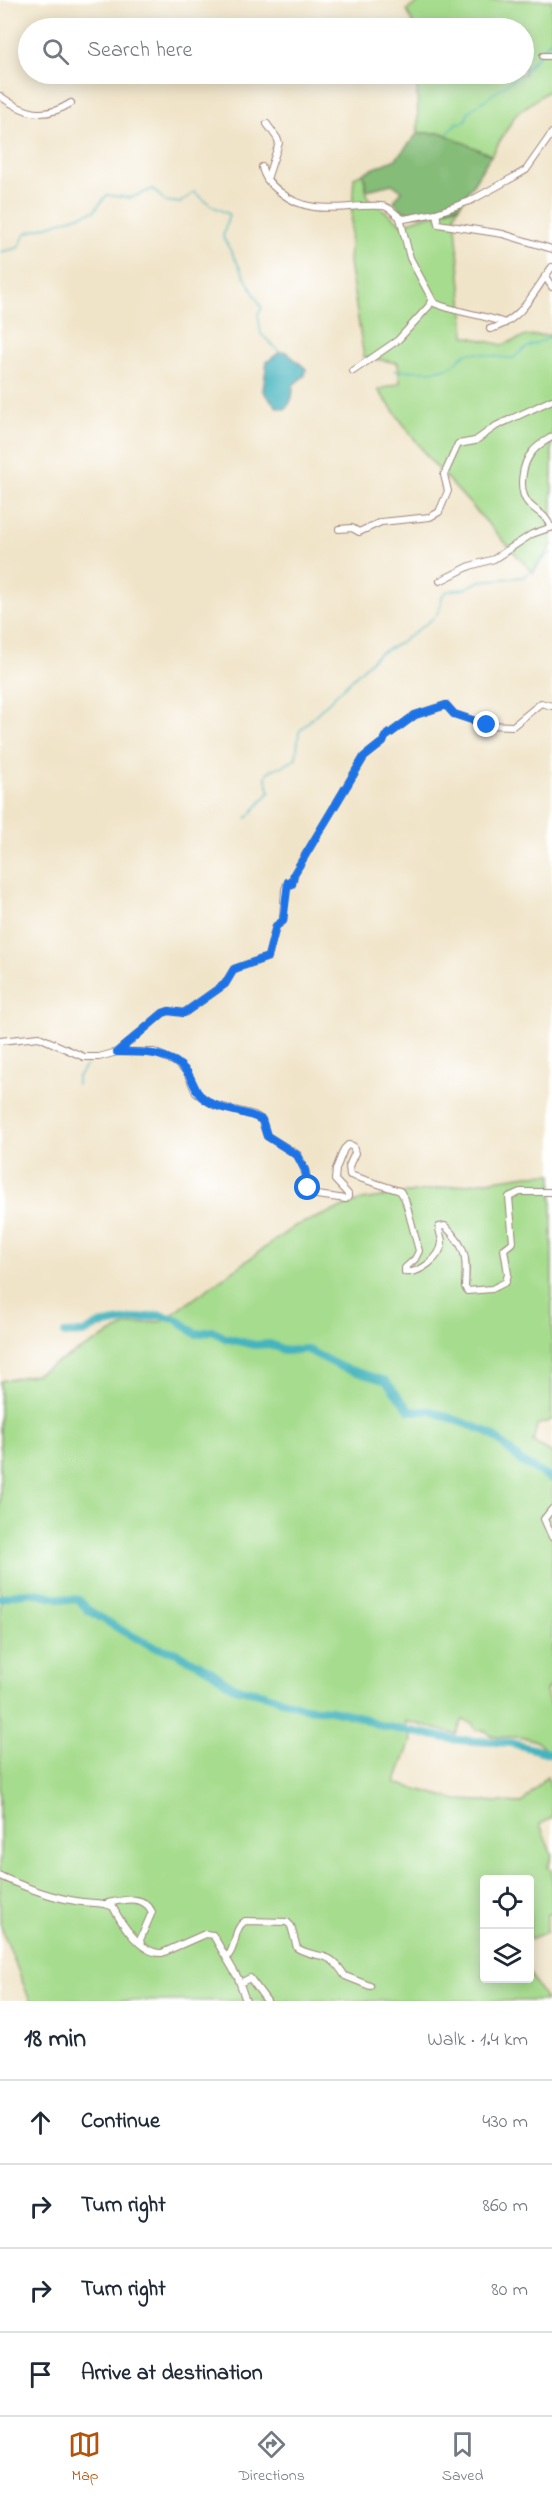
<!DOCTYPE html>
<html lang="en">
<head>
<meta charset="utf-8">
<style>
	:root { --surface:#fff; --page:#f2f2f3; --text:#1f2937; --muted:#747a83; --line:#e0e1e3; --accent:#b45309 }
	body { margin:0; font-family:"Indie Flower",sans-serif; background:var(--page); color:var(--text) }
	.controls { position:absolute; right:18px; bottom:18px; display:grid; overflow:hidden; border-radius:6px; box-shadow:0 3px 15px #0003 }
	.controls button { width:54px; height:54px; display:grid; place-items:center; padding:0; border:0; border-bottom:2px solid var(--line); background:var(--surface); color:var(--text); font:30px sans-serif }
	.stop { position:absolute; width:18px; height:18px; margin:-14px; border:4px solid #1a73e8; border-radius:50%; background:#fff }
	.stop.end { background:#1a73e8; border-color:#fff; box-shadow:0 2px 6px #0008 }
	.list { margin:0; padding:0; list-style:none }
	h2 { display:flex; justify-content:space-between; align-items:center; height:78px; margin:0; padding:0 24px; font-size:26px }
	h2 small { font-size:20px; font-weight:400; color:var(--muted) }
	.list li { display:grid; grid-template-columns:39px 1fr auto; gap:18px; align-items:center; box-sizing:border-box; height:84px; padding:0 24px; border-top:2px solid var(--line) }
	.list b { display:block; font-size:22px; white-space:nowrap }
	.list em { font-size:20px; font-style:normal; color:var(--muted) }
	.icon { flex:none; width:33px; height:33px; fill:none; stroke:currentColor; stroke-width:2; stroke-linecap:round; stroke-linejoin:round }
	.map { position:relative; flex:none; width:552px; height:2001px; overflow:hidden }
	.search { position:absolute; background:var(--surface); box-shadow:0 3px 15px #0003; left:18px; right:18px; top:18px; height:66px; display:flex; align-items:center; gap:15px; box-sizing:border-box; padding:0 21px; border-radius:33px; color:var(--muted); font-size:22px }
	.sheet { height:414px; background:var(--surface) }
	nav { display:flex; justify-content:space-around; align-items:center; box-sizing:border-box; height:84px; border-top:2px solid var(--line); background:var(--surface); font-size:16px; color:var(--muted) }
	nav a { display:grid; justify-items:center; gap:3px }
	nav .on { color:var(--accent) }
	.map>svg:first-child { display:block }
	.green { fill:#a6dc8d; stroke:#787e5c; stroke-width:1.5 }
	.forest { fill:#84bc78; stroke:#676e52; stroke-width:1.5 }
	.water { fill:#45b4bd; stroke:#486a74; stroke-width:1.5 }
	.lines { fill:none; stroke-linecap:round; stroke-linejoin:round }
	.stream { stroke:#45b4bd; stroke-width:1.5 }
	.river { stroke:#45b4bd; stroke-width:8 }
	.minor-casing { stroke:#9d827a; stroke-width:8 }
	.minor { stroke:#fff; stroke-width:6 }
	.route { stroke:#1a73e8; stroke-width:8 }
</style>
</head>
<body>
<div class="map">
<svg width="552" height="2001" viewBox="0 0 552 2001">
	<rect width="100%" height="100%" fill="#fff"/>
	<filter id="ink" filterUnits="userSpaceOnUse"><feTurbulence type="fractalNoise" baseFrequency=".0167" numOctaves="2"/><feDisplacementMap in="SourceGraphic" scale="12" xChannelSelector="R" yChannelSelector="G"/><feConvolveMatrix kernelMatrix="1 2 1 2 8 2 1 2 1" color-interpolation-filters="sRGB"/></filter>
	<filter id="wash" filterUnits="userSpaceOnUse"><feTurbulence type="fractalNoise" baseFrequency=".008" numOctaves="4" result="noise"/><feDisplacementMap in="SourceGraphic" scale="24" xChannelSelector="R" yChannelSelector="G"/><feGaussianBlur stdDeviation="1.35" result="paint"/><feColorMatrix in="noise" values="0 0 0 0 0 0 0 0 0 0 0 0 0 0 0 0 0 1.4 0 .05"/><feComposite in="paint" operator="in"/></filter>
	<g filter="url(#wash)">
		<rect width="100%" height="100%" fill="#f0e4c8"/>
		<g class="green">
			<path d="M 422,0 L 552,0 L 552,88 L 516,114 L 491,156 L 442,133 L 418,133 L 417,74 L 524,74 L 524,28 L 415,28 L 407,10 Z"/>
			<path d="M 363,173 L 368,198 L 402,224 L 459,206 L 455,213 L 465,336 L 502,345 L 526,336 L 552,335 L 552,545 L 533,573 L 430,460 L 378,390 L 400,383 L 398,363 L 364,357 L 349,262 L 354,177 Z"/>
			<path d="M 552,1174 L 552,1420 L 537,1425 L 533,1442 L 552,1453 L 552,1683 L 546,1691 L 552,1713 L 552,1751 L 543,1748 C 533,1732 508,1739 491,1736 L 486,1731 L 476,1730 L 472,1723 L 463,1720 L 456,1734 L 405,1721 L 411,1741 L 395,1783 L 457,1800 L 522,1803 L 547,1776 L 552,1790 L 552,1818 L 540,1824 L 552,1856 L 548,1867 L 552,1869 L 552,1914 L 547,1914 L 547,1932 L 530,1939 L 530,1880 L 484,1880 L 484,1978 L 530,1978 L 530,1974 L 547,2001 L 30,2001 L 0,1924 L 0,1381 L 36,1374 L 125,1326 L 163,1321 L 295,1226 L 362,1200 L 527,1175 Z"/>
		</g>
		<path class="forest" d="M 418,133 L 442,133 L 491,155 L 460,205 L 420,215 L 401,210 L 394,201 L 402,191 L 392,184 L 367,190 L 363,173 L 396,159 Z"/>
		<path class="water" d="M 280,352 L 286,352 L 306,369 L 305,375 L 293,385 C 293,395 292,402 285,409 L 277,407 L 263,391 L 267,362 Z"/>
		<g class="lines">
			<g class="stream">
				<path d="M 524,72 L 552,38"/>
				<path d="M 448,133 L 456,123 L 465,122 L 469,111 L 521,74"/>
				<path d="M 0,252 L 18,248 L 26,233 L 94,211 L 107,195 L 130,198 L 153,189 L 165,201 L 180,203 L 194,192 L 212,206 L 229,214 L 223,237 L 262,308 L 258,314 L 261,334 L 280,352"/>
				<path d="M 394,371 C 411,369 434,374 450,367 C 457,364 460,355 468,353 C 477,351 500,359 514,358 C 529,342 535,346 552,336"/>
				<path d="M 247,818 L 270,792 L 266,779 L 267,773 C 275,766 285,768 296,758 L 299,732 L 309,721 L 378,654 L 400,643 L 436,616 L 441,605 L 442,597 L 447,591 L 464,589 L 480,581 L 523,577 L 552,552"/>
				<path d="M 77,1085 L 77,1078 L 87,1064"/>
			</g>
			<g class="river">
				<path d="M 65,1334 L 84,1333 L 98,1325 L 161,1315 L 178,1320 L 196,1334 L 213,1331 L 225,1338 L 255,1345 L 270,1344 L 286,1351 L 306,1349 L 341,1367 L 386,1381 L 410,1411 L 431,1411 L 483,1430 L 495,1437 L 522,1462 L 552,1479"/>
				<path d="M 0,1598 C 12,1595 22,1592 34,1593 C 49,1594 64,1602 78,1599 L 88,1610 L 123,1631 L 154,1647 L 174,1652 L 208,1669 L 234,1688 L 264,1694 L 305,1708 L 331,1710 L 357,1716 L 382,1726 L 458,1740 L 511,1743 L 552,1754"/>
			</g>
		</g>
	</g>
	<g filter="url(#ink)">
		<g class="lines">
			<defs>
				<g id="minor">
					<path d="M 543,56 L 552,56"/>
					<path d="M 0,96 C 25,114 44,120 71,103"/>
					<path d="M 262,167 C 264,178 271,185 280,192 C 312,218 344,204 382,206 C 391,206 396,217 404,219 L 436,213 L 470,201 L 514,177 L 526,170 L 552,133"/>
					<path d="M 267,179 L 279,143 L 277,138 L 267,124"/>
					<path d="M 436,213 L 438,224 L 503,234 L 552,249"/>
					<path d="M 400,218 L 410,258 L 434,303 C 457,313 482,314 505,323"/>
					<path d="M 545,276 L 552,287"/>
					<path d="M 490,329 C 522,321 534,291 552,267"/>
					<path d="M 353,371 L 398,340 L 429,306 L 431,300"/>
					<path d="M 551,528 C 545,513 539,514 529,504 C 517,491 522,463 533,451 C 539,444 545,441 552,437"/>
					<path d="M 339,529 L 352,528 L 359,532 L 381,522 L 430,517 L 439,512 L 448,491 L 444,475 L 458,444 L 475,441 L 496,426 L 552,400"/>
					<path d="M 440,581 L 470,566 L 494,559 L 532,534 L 552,527"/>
					<path d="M 0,1041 L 39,1037 L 84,1057 L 99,1057 L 117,1052 L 154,1052 L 175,1062 L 187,1072 L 196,1093 L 214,1105 L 254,1115 L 262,1120 L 267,1136 L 298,1155 L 305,1170 L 308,1188 L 317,1195 L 346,1199 L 348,1197 L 348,1194 L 335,1180 L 336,1169 L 344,1149 L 348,1145 L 353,1146 L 355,1153 L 349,1166 L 350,1175 L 400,1191 L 405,1199 L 419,1251 L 415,1259 L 405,1268 L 405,1272 C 419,1274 441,1258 442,1242 C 442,1238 439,1232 439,1227 L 445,1226 C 467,1248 467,1257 465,1287 L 467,1291 L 492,1289 L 506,1282 L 508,1274 L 504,1249 L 513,1242 L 509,1197 L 520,1192 L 552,1192"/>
					<path d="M 117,1052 L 163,1013 L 169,1011 L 184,1013 L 225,984 L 234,969 L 268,957 L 276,926 L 283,921 L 285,889 L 288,882 L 292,884 L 294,874 L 364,757 L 383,742 L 385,737 L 415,715 L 446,705 L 454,714 L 487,725 L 513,726 L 541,703 L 552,706"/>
					<path d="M 552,1509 L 544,1519 L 552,1537"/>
					<path d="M 0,1876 C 24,1887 50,1897 76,1901 C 88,1904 103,1901 113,1907 C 121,1923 141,1954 162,1953 L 205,1934 L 213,1935 L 238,1978 L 246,2001"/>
					<path d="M 108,1903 C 123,1900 144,1894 152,1912 L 140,1940 L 141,1944"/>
					<path d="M 227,1957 C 238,1946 232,1930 245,1921 L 287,1922 L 291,1926 L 297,1948 C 320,1961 328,1948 345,1976 L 370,1986"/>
					<path d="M 240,1983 L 250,1978 L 267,2001"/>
				</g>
			</defs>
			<use href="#minor" class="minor-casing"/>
			<use href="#minor" class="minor"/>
		</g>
	</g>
	<g class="lines" filter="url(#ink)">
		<path class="route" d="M 308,1188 L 305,1170 L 297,1155 L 267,1136 L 262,1120 C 247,1111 228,1112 213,1104 C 192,1093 198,1088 187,1072 C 170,1051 141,1052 117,1052 L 163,1013 L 169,1011 L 184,1013 L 225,984 L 234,969 L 268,957 L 276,926 L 283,921 L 288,882 L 292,884 L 294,874 L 364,757 L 383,742 L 385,737 L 415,715 L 446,705 L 454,714 L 487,725"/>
	</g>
</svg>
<div class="controls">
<button><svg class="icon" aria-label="locate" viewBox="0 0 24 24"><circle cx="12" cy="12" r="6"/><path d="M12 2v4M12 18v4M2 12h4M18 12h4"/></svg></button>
<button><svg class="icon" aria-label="layers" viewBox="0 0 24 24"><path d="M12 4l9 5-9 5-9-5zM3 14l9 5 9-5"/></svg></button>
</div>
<div class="stop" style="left:308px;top:1188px"></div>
<div class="stop end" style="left:487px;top:725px"></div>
<div class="search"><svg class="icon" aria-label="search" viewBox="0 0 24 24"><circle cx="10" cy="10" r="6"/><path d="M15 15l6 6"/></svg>Search here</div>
</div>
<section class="sheet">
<h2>18 min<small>Walk · 1.4 km</small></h2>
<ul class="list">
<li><svg class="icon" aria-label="ahead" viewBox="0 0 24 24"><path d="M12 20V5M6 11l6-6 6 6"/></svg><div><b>Continue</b></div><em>430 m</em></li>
<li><svg class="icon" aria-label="right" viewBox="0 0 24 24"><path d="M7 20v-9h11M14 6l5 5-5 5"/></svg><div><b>Turn right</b></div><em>860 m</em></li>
<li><svg class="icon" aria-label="right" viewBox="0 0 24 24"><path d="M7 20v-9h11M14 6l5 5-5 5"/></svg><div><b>Turn right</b></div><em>80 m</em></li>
<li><svg class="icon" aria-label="arrive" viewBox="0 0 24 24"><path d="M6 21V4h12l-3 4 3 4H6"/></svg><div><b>Arrive at destination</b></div></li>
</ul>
</section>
<nav>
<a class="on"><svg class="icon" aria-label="map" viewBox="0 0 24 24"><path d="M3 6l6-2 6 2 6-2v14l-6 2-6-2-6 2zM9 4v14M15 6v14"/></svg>Map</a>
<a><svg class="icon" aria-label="directions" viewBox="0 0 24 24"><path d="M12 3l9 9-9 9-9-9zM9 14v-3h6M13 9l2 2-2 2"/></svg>Directions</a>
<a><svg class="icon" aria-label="saved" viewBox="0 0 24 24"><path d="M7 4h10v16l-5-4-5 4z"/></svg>Saved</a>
</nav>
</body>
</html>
::::::::
Starting from the data above, filter for lines with "list" and copy each one.

- **Answer to the problem**
	.list { margin:0; padding:0; list-style:none }
	.list li { display:grid; grid-template-columns:39px 1fr auto; gap:18px; align-items:center; box-sizing:border-box; height:84px; padding:0 24px; border-top:2px solid var(--line) }
	.list b { display:block; font-size:22px; white-space:nowrap }
	.list em { font-size:20px; font-style:normal; color:var(--muted) }
<ul class="list">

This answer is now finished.